Required action. Apart from any images, the entries are to be output exactly.

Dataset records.
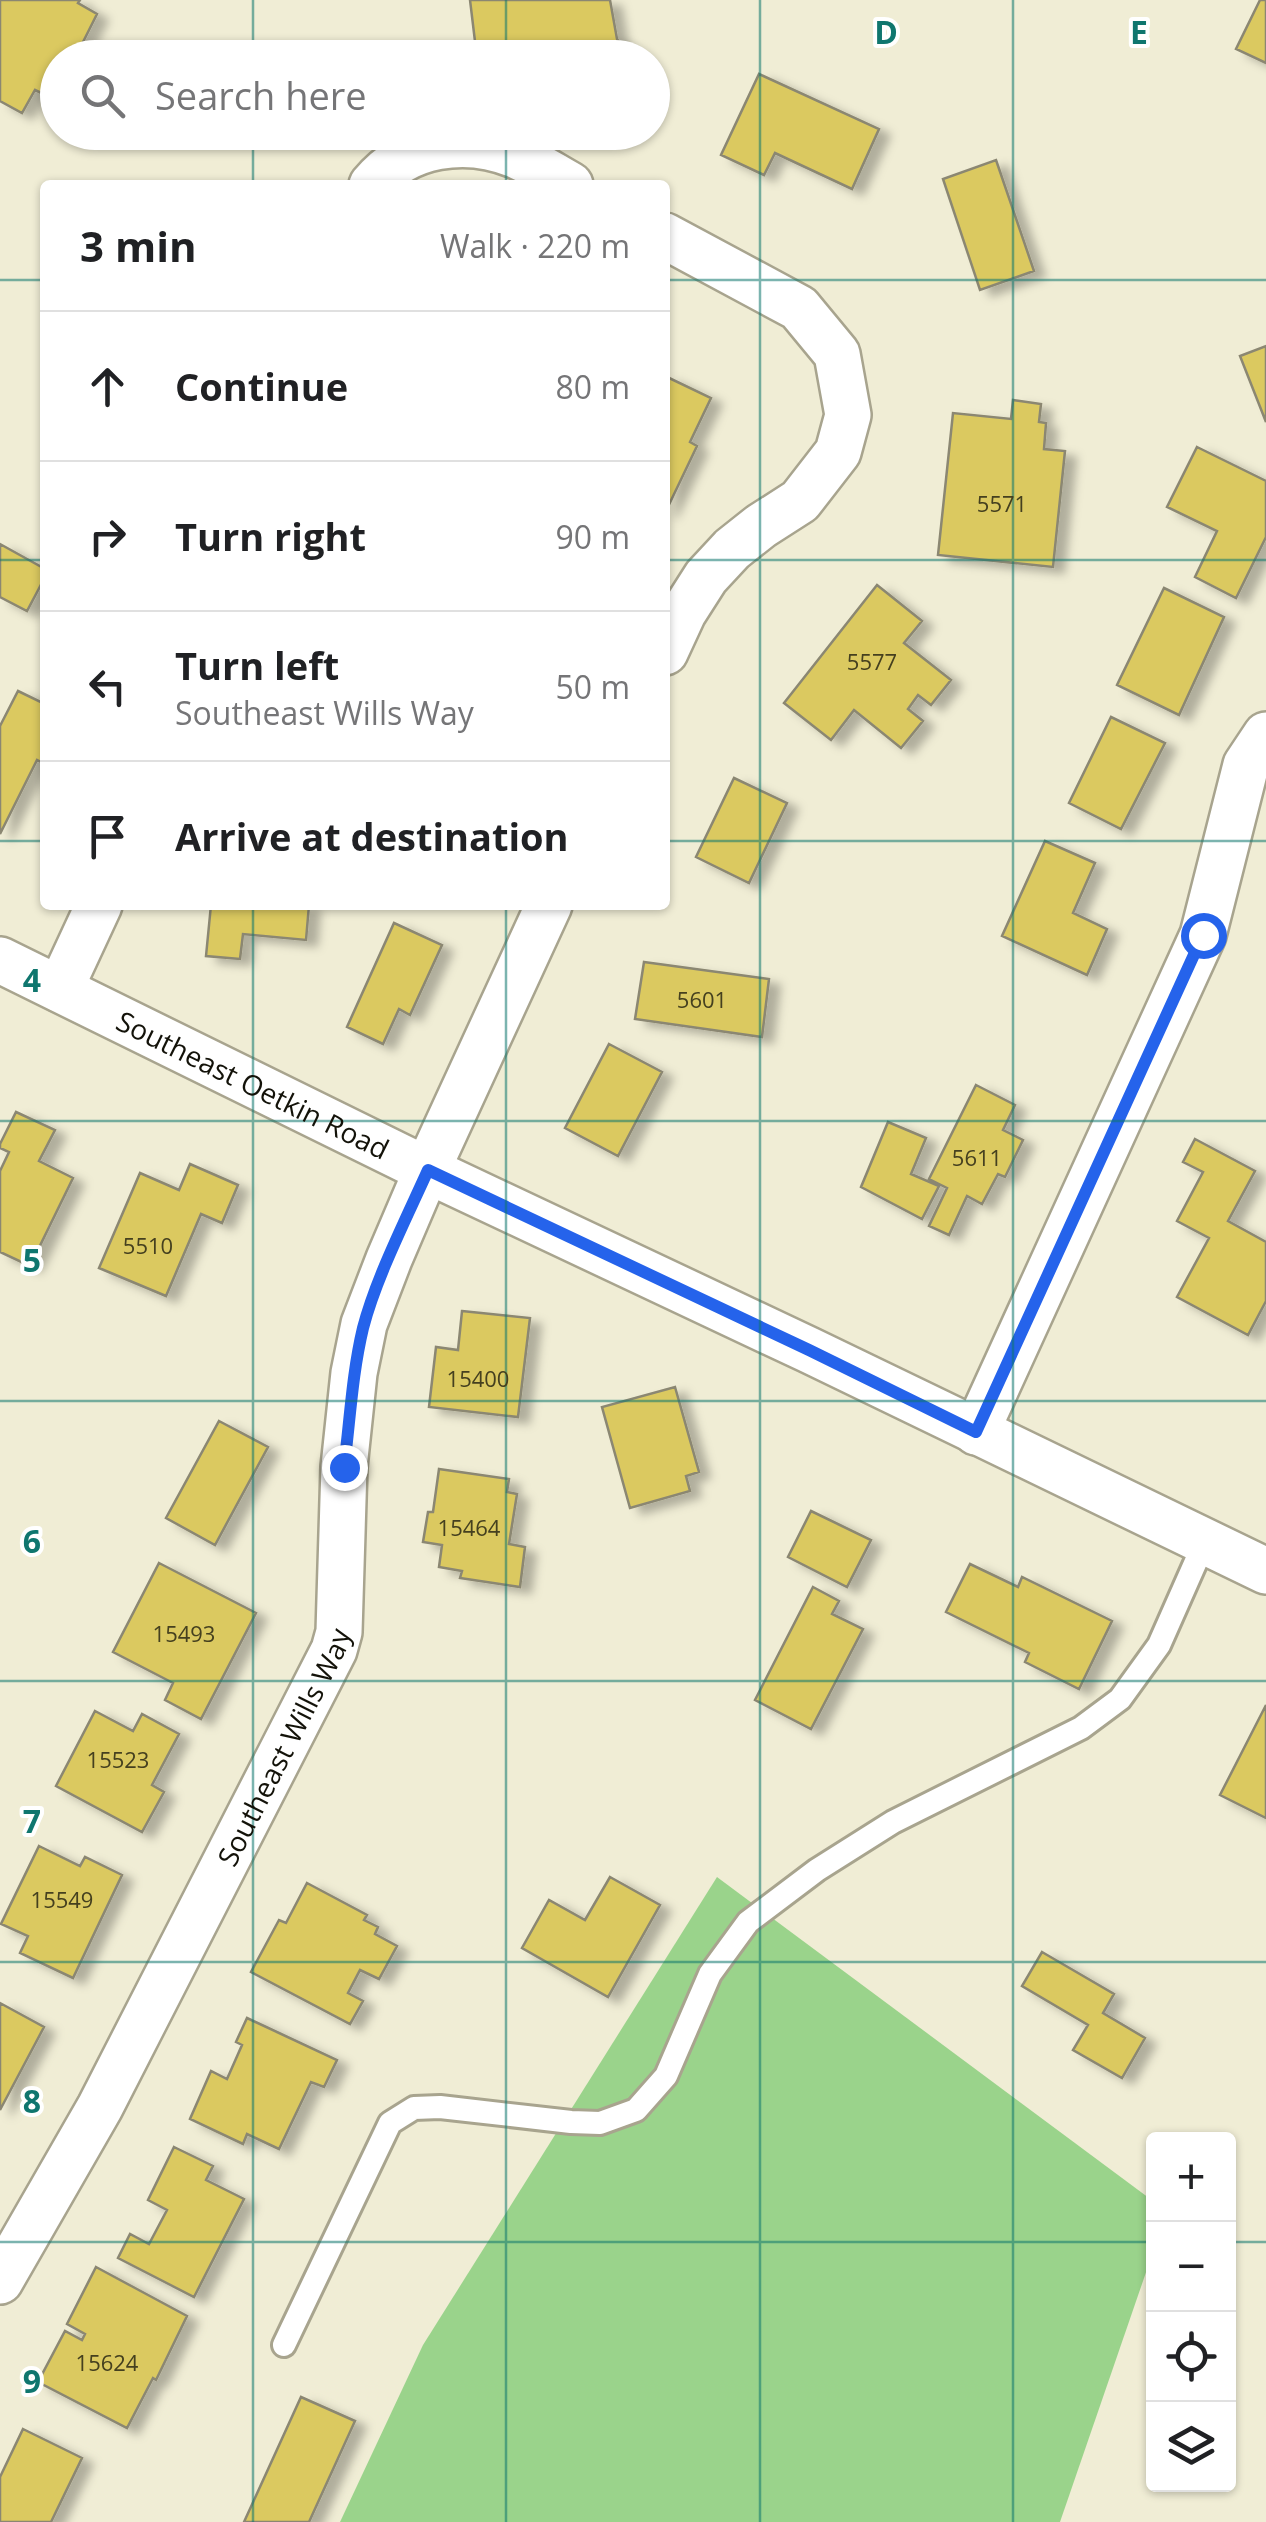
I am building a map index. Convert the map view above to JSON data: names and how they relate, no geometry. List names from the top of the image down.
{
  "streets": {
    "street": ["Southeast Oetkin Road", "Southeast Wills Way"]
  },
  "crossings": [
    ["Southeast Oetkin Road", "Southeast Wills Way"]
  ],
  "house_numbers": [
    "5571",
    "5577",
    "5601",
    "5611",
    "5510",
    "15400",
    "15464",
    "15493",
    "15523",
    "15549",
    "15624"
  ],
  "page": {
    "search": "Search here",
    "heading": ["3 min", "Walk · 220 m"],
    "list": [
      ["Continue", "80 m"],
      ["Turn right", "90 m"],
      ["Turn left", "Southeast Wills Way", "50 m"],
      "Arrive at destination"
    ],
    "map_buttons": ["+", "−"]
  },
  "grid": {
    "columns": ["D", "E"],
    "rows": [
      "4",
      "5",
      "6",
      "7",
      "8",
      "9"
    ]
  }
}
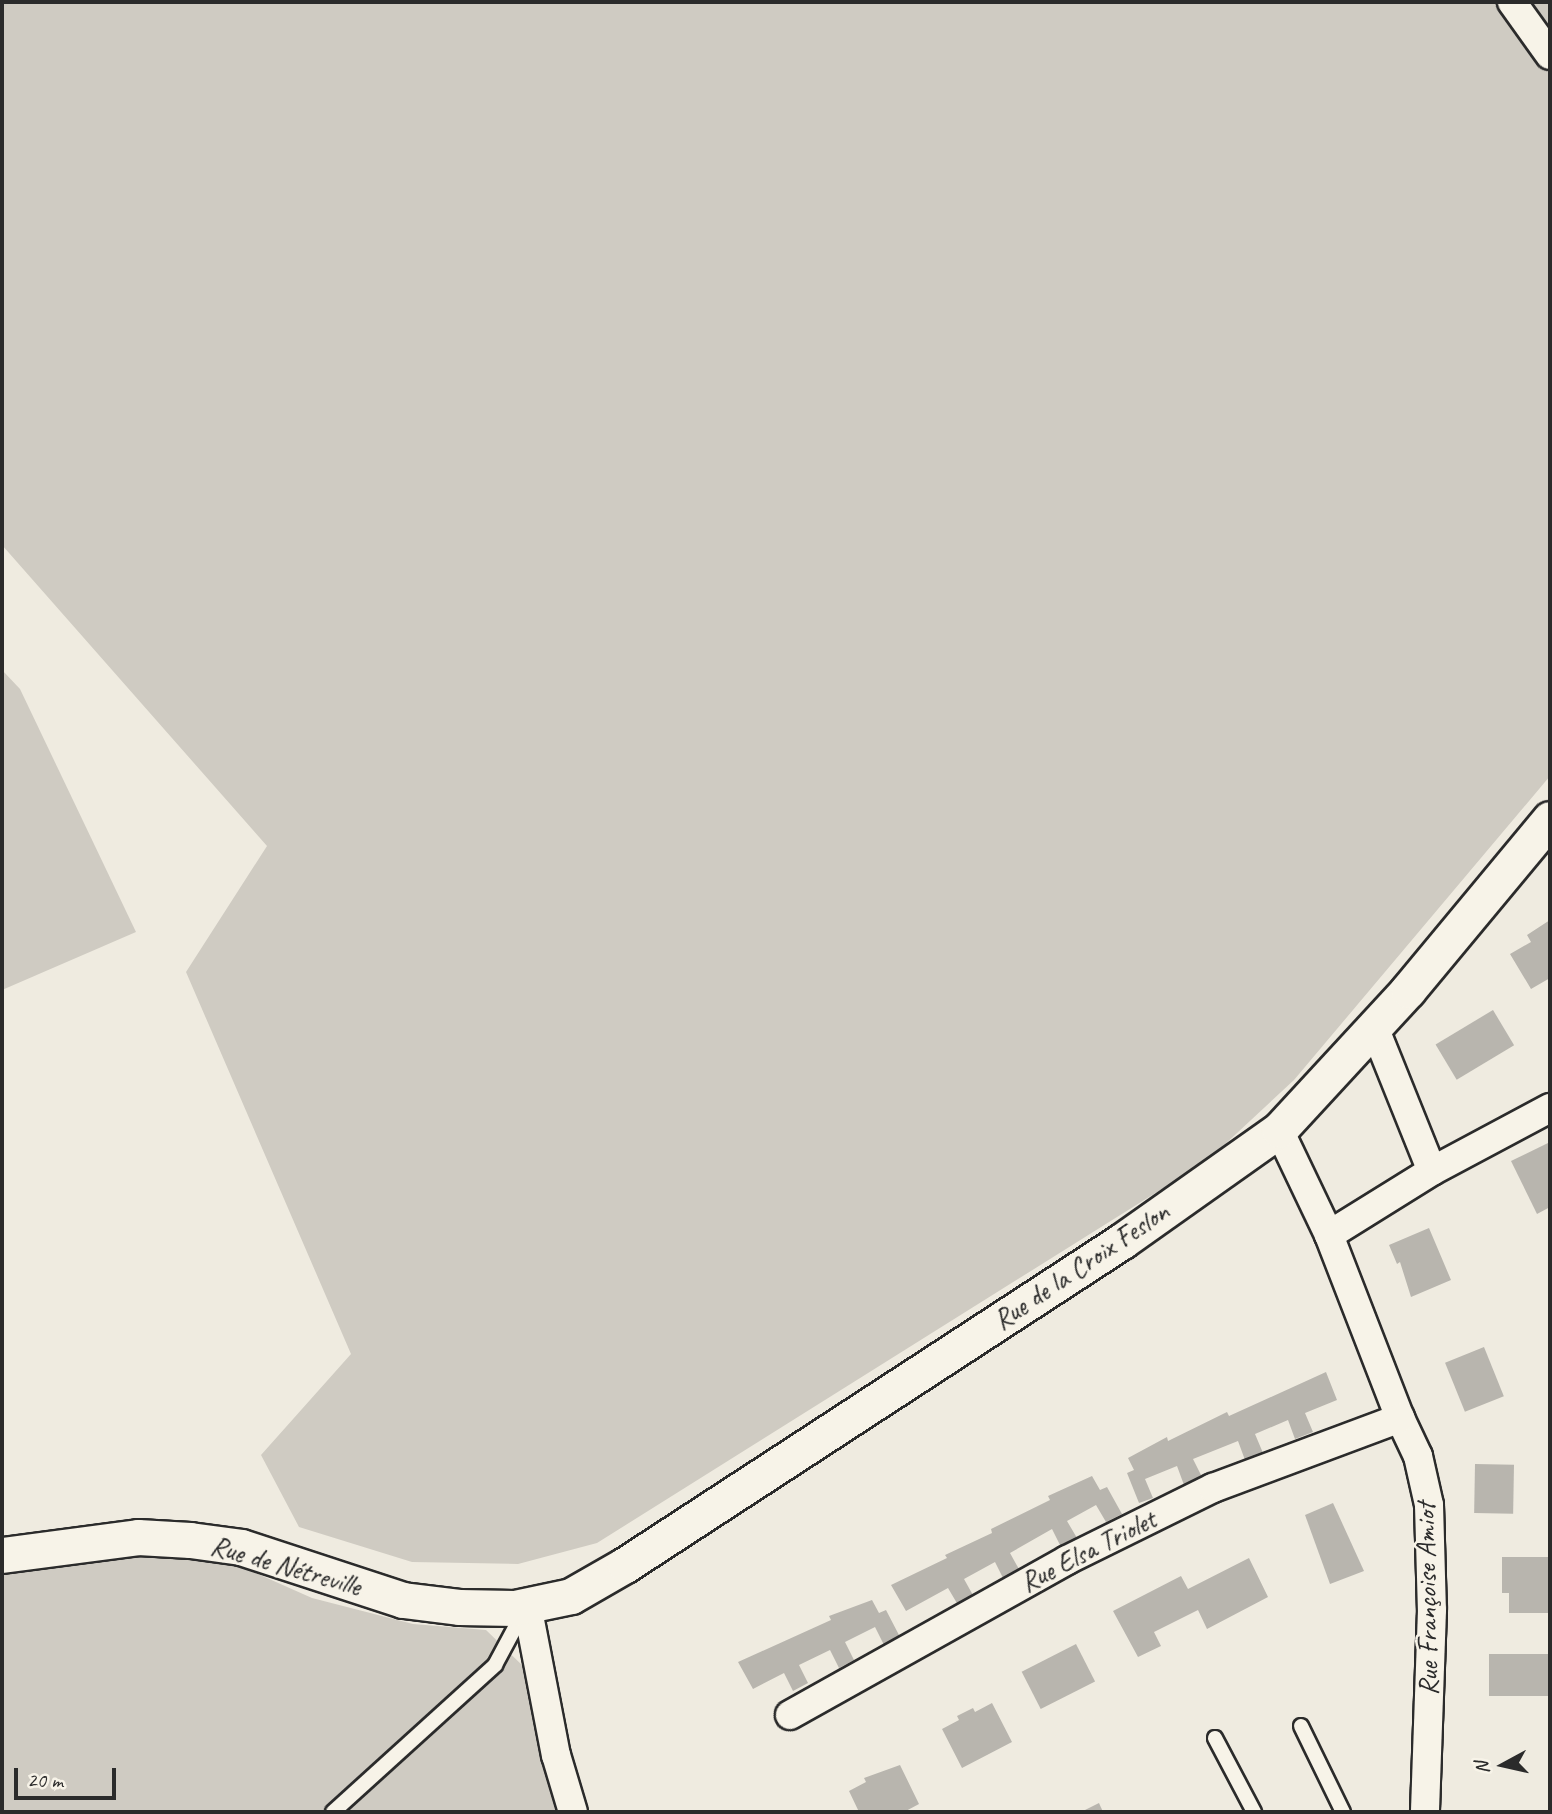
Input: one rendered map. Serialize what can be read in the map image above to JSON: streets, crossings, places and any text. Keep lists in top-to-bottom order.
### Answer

Result.
I am building a map index. Convert the map view above to JSON data: names and how they relate, no geometry. List names from the top of the image down.
{
  "streets": {
    "street": ["Southeast Oetkin Road", "Southeast Wills Way"]
  },
  "crossings": [
    ["Southeast Oetkin Road", "Southeast Wills Way"]
  ],
  "house_numbers": [
    "5571",
    "5577",
    "5601",
    "5611",
    "5510",
    "15400",
    "15464",
    "15493",
    "15523",
    "15549",
    "15624"
  ],
  "page": {
    "search": "Search here",
    "heading": ["3 min", "Walk · 220 m"],
    "list": [
      ["Continue", "80 m"],
      ["Turn right", "90 m"],
      ["Turn left", "Southeast Wills Way", "50 m"],
      "Arrive at destination"
    ],
    "map_buttons": ["+", "−"]
  },
  "grid": {
    "columns": ["D", "E"],
    "rows": [
      "4",
      "5",
      "6",
      "7",
      "8",
      "9"
    ]
  }
}
Input: one rendered map. Serialize what can be read in the map image above to JSON: streets, crossings, places and any text. Keep lists in top-to-bottom order.
### Answer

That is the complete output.